The forbidden move, the one that ends the discipline if you allow it once, is “let me run one more backtest.” Once you re-tune the parameters because the gate failed, you’ve stopped doing science and started doing storytelling. The next strategy you ship will be the one whose story was best, not the one whose signal was real.
The pattern beyond trading
The same shape applies anywhere the cost of being wrong is real and the cost of finding out you were wrong scales with how long you waited to check.
A new outbound campaign before scaling beyond a manual test, where “real cost” is sender reputation and brand damage if the offer doesn’t work — see the next post in this thread.
A new pricing model before the next contract negotiation, where “real cost” is foregone revenue if the price is too low and lost deals if it’s too high.
A new automated decision system before it touches customers, where “real cost” is whatever it costs to take an action against a customer that you’d later need to apologise for or refund.
In each case, the shape is the same: build the gate first, model the costs honestly, decide pass/fail criteria up front, no overrides.
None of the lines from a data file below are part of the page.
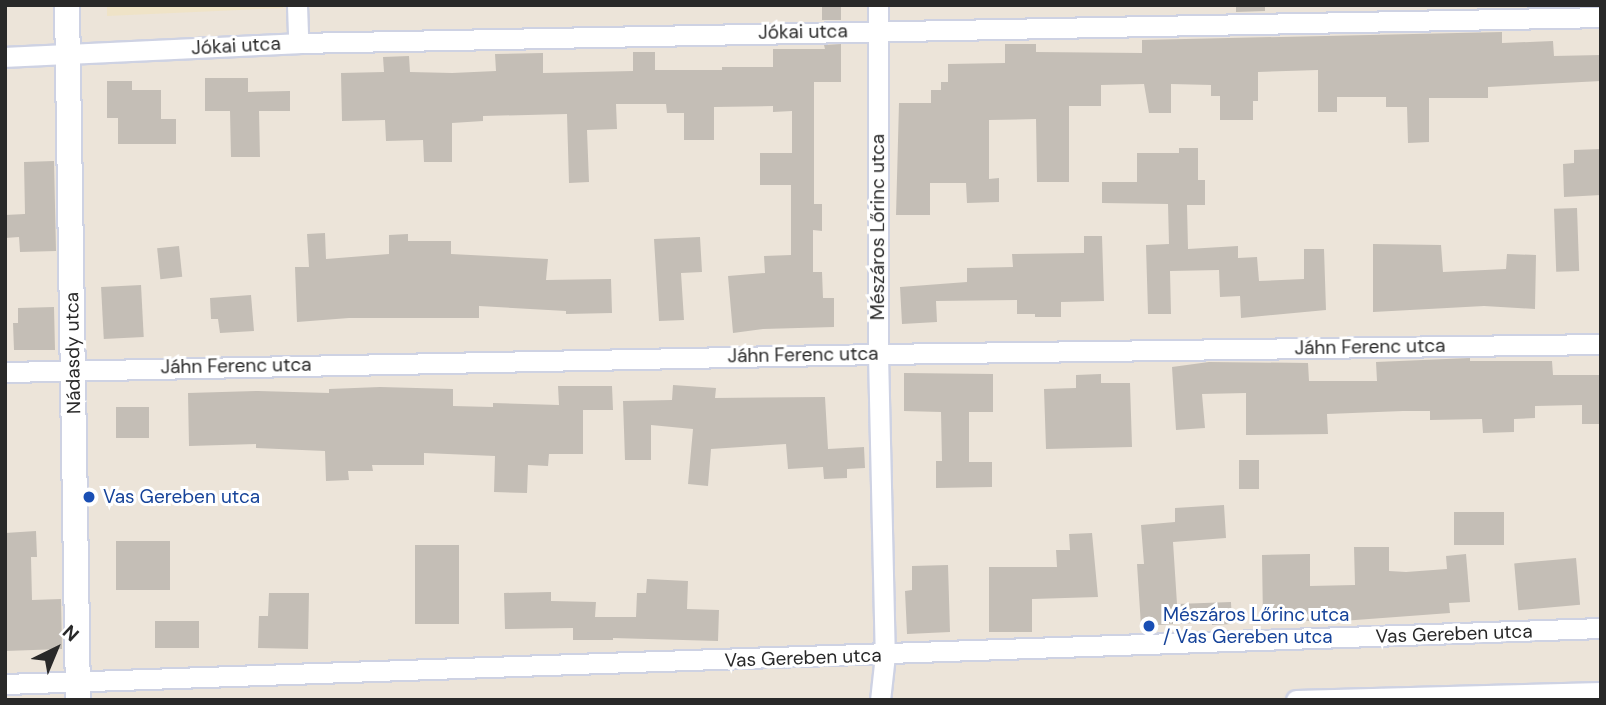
<!DOCTYPE html>
<meta charset="utf-8">
<style>
body{margin:0}
#map{position:relative;width:1606px;height:705px;overflow:hidden;background:#ece4d9;font-family:"DM Sans",sans-serif}
div>[style]{position:absolute}
.education>*{inset:0;background:#efe3c7}
.building>*{inset:0;background:#c4beb6;transform-origin:0 0}
.roads{filter:drop-shadow(2px 0 #ced2e3) drop-shadow(-2px 0 #ced2e3) drop-shadow(0 2px #ced2e3) drop-shadow(0 -2px #ced2e3)}
.minor>*{height:19px;margin:-9.5px;padding:0 9.5px;transform-origin:9.5px;border-radius:9.5px;background:#fff}
.tertiary>*{height:24px;margin:-12px;padding:0 12px;transform-origin:12px;border-radius:12px;background:#fff}
.dots>*{width:19px;height:19px;translate:-50% -50%;box-sizing:border-box;border:4px solid #fff;border-radius:50%}
span{translate:-50% -50%;white-space:nowrap;text-align:center;line-height:1.15;-webkit-text-stroke:6px #fff;paint-order:stroke}
.street-label{font-size:19px;color:#292929}
.transit-label{font-size:19px;color:#164399}
.left{translate:0 -50%;text-align:left}
.frame{position:absolute;inset:0;border:7px solid #292929;pointer-events:none}
.north{position:absolute;left:21px;top:614px;width:70px;height:70px;-webkit-text-stroke:5px #fff;paint-order:stroke;rotate:43deg;font-size:19px;font-weight:700;line-height:28px;text-align:center;color:#292929}
.north::after{content:'';display:block;margin:auto;width:24px;height:32px;background:#292929;clip-path:polygon(50% 0,100% 100%,50% 72%,0 100%)}
</style>
<div id="map">
<div class="education">
<div style="clip-path:polygon(107px 5px,283px 5px,283px 8px,107px 16px)"></div>
</div>
<div class="building">
<div style="left:822px;top:5px;width:19px;height:15px"></div>
<div style="clip-path:polygon(1236px 5px,1265px 5px,1265px 11px,1236px 12px)"></div>
<div style="clip-path:polygon(1502px 32px,1502px 43px,1553px 41px,1554px 56px,1601px 55px,1601px 81px,1488px 87px,1488px 98px,1429px 98px,1429px 142px,1408px 143px,1407px 107px,1386px 107px,1386px 97px,1337px 97px,1337px 112px,1318px 112px,1318px 70px,1258px 72px,1258px 101px,1253px 101px,1253px 120px,1220px 120px,1220px 96px,1211px 96px,1211px 85px,1171px 84px,1171px 113px,1149px 113px,1144px 84px,1101px 85px,1101px 106px,1069px 106px,1069px 182px,1037px 182px,1036px 119px,989px 120px,989px 179px,999px 178px,999px 202px,967px 203px,966px 183px,930px 183px,930px 215px,896px 215px,899px 103px,931px 103px,931px 90px,941px 90px,941px 82px,948px 82px,948px 64px,1005px 63px,1005px 44px,1036px 44px,1036px 52px,1142px 53px,1142px 40px)"></div>
<div style="clip-path:polygon(841px 44px,841px 82px,814px 82px,814px 204px,822px 204px,822px 231px,813px 230px,813px 272px,822px 272px,823px 298px,834px 298px,834px 327px,763px 329px,733px 333px,728px 276px,765px 273px,764px 256px,791px 255px,791px 185px,760px 185px,760px 153px,792px 153px,792px 111px,773px 112px,773px 106px,714px 107px,714px 140px,684px 140px,684px 113px,667px 113px,666px 104px,616px 104px,617px 129px,587px 130px,589px 182px,569px 183px,567px 114px,483px 116px,483px 121px,452px 123px,452px 162px,424px 162px,423px 140px,386px 141px,385px 120px,342px 121px,341px 73px,384px 72px,383px 57px,409px 56px,410px 72px,452px 73px,496px 71px,495px 54px,543px 53px,543px 73px,633px 71px,633px 52px,655px 52px,655px 70px,722px 70px,722px 67px,773px 67px,773px 49px,825px 49px,824px 45px)"></div>
<div style="clip-path:polygon(205px 78px,248px 78px,248px 92px,290px 91px,290px 111px,259px 111px,260px 157px,231px 157px,230px 111px,205px 111px)"></div>
<div style="clip-path:polygon(107px 81px,132px 81px,132px 90px,161px 90px,161px 119px,176px 119px,176px 144px,118px 144px,118px 118px,107px 118px)"></div>
<div style="clip-path:polygon(1179px 148px,1198px 148px,1198px 180px,1205px 180px,1205px 205px,1187px 205px,1188px 249px,1238px 246px,1238px 258px,1257px 257px,1259px 281px,1304px 279px,1304px 249px,1324px 249px,1326px 310px,1241px 318px,1240px 296px,1220px 297px,1219px 270px,1170px 271px,1171px 314px,1148px 314px,1146px 245px,1169px 244px,1168px 204px,1102px 203px,1102px 182px,1137px 182px,1137px 153px,1179px 153px)"></div>
<div style="clip-path:polygon(1601px 149px,1601px 195px,1564px 197px,1563px 164px,1574px 163px,1574px 150px)"></div>
<div style="clip-path:polygon(54px 161px,56px 251px,20px 252px,19px 237px,5px 238px,5px 215px,25px 214px,24px 162px)"></div>
<div style="left:1577px;top:208px;width:63px;height:23px;rotate:88deg"></div>
<div style="clip-path:polygon(325px 233px,326px 259px,389px 254px,389px 235px,408px 234px,408px 241px,451px 241px,451px 254px,548px 259px,546px 280px,611px 279px,612px 313px,566px 314px,566px 311px,479px 306px,479px 318px,349px 318px,297px 322px,295px 267px,309px 267px,307px 234px)"></div>
<div style="clip-path:polygon(1084px 236px,1102px 236px,1104px 301px,1061px 302px,1061px 317px,1035px 317px,1035px 314px,1017px 314px,1017px 300px,936px 301px,937px 322px,902px 324px,900px 287px,967px 282px,967px 268px,1013px 267px,1012px 254px,1084px 253px)"></div>
<div style="clip-path:polygon(700px 237px,702px 272px,681px 273px,684px 320px,659px 321px,654px 239px)"></div>
<div style="clip-path:polygon(1373px 244px,1441px 245px,1443px 272px,1506px 269px,1507px 254px,1536px 255px,1535px 309px,1484px 306px,1373px 312px)"></div>
<div style="left:179px;top:246px;width:31px;height:22px;rotate:84deg"></div>
<div style="left:141px;top:285px;width:52px;height:40px;rotate:87deg"></div>
<div style="clip-path:polygon(251px 295px,254px 331px,220px 333px,218px 319px,211px 319px,210px 298px)"></div>
<div style="clip-path:polygon(54px 307px,55px 350px,14px 350px,13px 323px,18px 323px,18px 308px)"></div>
<div style="clip-path:polygon(1470px 358px,1470px 361px,1552px 361px,1553px 375px,1601px 375px,1601px 424px,1582px 424px,1582px 405px,1535px 406px,1535px 418px,1514px 419px,1514px 432px,1483px 433px,1482px 419px,1430px 420px,1430px 411px,1403px 411px,1327px 414px,1328px 434px,1246px 435px,1246px 393px,1202px 394px,1205px 428px,1176px 430px,1172px 367px,1209px 362px,1308px 363px,1309px 381px,1377px 381px,1376px 362px)"></div>
<div style="clip-path:polygon(904px 373px,993px 374px,993px 412px,969px 412px,969px 462px,992px 462px,992px 487px,936px 488px,936px 461px,942px 461px,941px 412px,904px 411px)"></div>
<div style="clip-path:polygon(1101px 374px,1101px 383px,1130px 383px,1132px 447px,1046px 449px,1044px 389px,1076px 388px,1076px 375px)"></div>
<div style="clip-path:polygon(673px 385px,716px 388px,715px 398px,825px 397px,828px 449px,864px 447px,865px 468px,847px 469px,847px 478px,824px 479px,823px 467px,788px 469px,786px 444px,711px 449px,708px 486px,688px 484px,693px 429px,651px 425px,651px 460px,625px 460px,623px 401px,672px 400px)"></div>
<div style="clip-path:polygon(558px 386px,612px 386px,613px 410px,583px 410px,583px 454px,549px 454px,548px 466px,528px 465px,527px 493px,494px 492px,495px 456px,424px 453px,424px 465px,372px 465px,373px 471px,348px 471px,349px 480px,326px 481px,325px 451px,256px 448px,256px 444px,189px 446px,188px 393px,258px 391px,329px 393px,329px 389px,380px 387px,453px 389px,453px 406px,493px 407px,493px 403px,559px 405px)"></div>
<div style="left:116px;top:407px;width:33px;height:31px"></div>
<div style="left:1239px;top:460px;width:20px;height:29px"></div>
<div style="clip-path:polygon(1224px 505px,1226px 538px,1173px 542px,1177px 604px,1231px 602px,1232px 624px,1212px 625px,1212px 622px,1141px 626px,1137px 564px,1144px 564px,1141px 525px,1175px 522px,1175px 508px)"></div>
<div style="left:1504px;top:512px;width:33px;height:50px;rotate:90deg"></div>
<div style="clip-path:polygon(36px 531px,37px 557px,31px 557px,32px 600px,61px 599px,62px 649px,5px 651px,5px 533px)"></div>
<div style="clip-path:polygon(1092px 533px,1098px 597px,1032px 599px,1032px 632px,989px 632px,989px 567px,1057px 567px,1056px 550px,1070px 550px,1069px 534px)"></div>
<div style="left:116px;top:541px;width:54px;height:49px"></div>
<div style="left:415px;top:545px;width:44px;height:79px"></div>
<div style="clip-path:polygon(1354px 547px,1389px 547px,1389px 571px,1406px 572px,1447px 569px,1446px 556px,1466px 554px,1470px 602px,1449px 603px,1450px 613px,1342px 621px,1263px 621px,1262px 555px,1310px 554px,1310px 586px,1355px 585px)"></div>
<div style="left:1576px;top:558px;width:47px;height:62px;rotate:85deg"></div>
<div style="clip-path:polygon(948px 565px,950px 632px,907px 634px,905px 591px,912px 590px,912px 566px)"></div>
<div style="clip-path:polygon(647px 579px,688px 581px,687px 609px,719px 610px,718px 641px,613px 638px,613px 640px,573px 640px,573px 628px,505px 629px,504px 593px,551px 592px,551px 601px,596px 602px,595px 617px,636px 617px,637px 593px,646px 593px)"></div>
<div style="clip-path:polygon(269px 593px,309px 593px,308px 649px,258px 648px,259px 616px,268px 616px)"></div>
<div style="left:155px;top:621px;width:44px;height:27px"></div>
</div>
<div class="roads">
<div class="minor">
<div style="left:297px;top:5px;width:38px;rotate:88deg"></div>
<div style="left:878px;top:5px;width:349px;rotate:90deg"></div>
<div style="left:878px;top:354px;width:301px;rotate:88.7deg"></div>
<div style="left:885px;top:655px;width:45px;rotate:96.3deg"></div>
<div style="left:5px;top:57px;width:293px;rotate:-2.7deg"></div>
<div style="left:298px;top:43px;width:1303px;rotate:-1.14deg"></div>
<div style="left:5px;top:372px;width:873px;rotate:-1.18deg"></div>
<div style="left:878px;top:354px;width:723px;rotate:-0.79deg"></div>
<div style="left:5px;top:684px;width:1597px;rotate:-2.01deg"></div>
<div style="left:1296px;top:700px;width:305px;rotate:-1.5deg"></div>
</div>
<div class="tertiary">
<div style="left:67px;top:5px;width:695px;rotate:89.09deg"></div>
</div>
</div>
<div class="dots">
<div style="left:89px;top:497px;background:#1a4fb4"></div>
<div style="left:1149px;top:626px;background:#1a4fb4"></div>
</div>
<div class="street-label">
<span style="left:803px;top:32px;rotate:-1deg">Jókai utca</span>
<span style="left:236px;top:46px;rotate:-3deg">Jókai utca</span>
<span style="left:878px;top:227px;rotate:-90deg">Mészáros Lőrinc utca</span>
<span style="left:1370px;top:347px;rotate:-1deg">Jáhn Ferenc utca</span>
<span style="left:73px;top:353px;rotate:-91deg">Nádasdy utca</span>
<span style="left:803px;top:355px;rotate:-1deg">Jáhn Ferenc utca</span>
<span style="left:236px;top:366px;rotate:-1deg">Jáhn Ferenc utca</span>
<span style="left:1454px;top:634px;rotate:-2deg">Vas Gereben utca</span>
<span style="left:803px;top:658px;rotate:-2deg">Vas Gereben utca</span>
</div>
<div class="transit-label">
<span class="left" style="left:103px;top:497px">Vas Gereben utca</span>
<span class="left" style="left:1163px;top:626px">Mészáros Lőrinc utca<br>/ Vas Gereben utca</span>
</div>
<div class="frame"></div>
<div class="north">N</div>
</div>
The rule isn’t specific to trading. Trading just happens to be the domain that punishes the lack of it most quickly and most legibly.
What the project actually shipped
A trading bot that didn’t run. Zero live capital lost. One durable rule: model the spread first, and if the spread eats the edge, the strategy is finished. Not iterated, not optimised — finished.
That rule has saved more time on subsequent projects than the bot ever could have made in the market. The +18.4% in the backtest was a number. The discipline of refusing to act on it is the deliverable.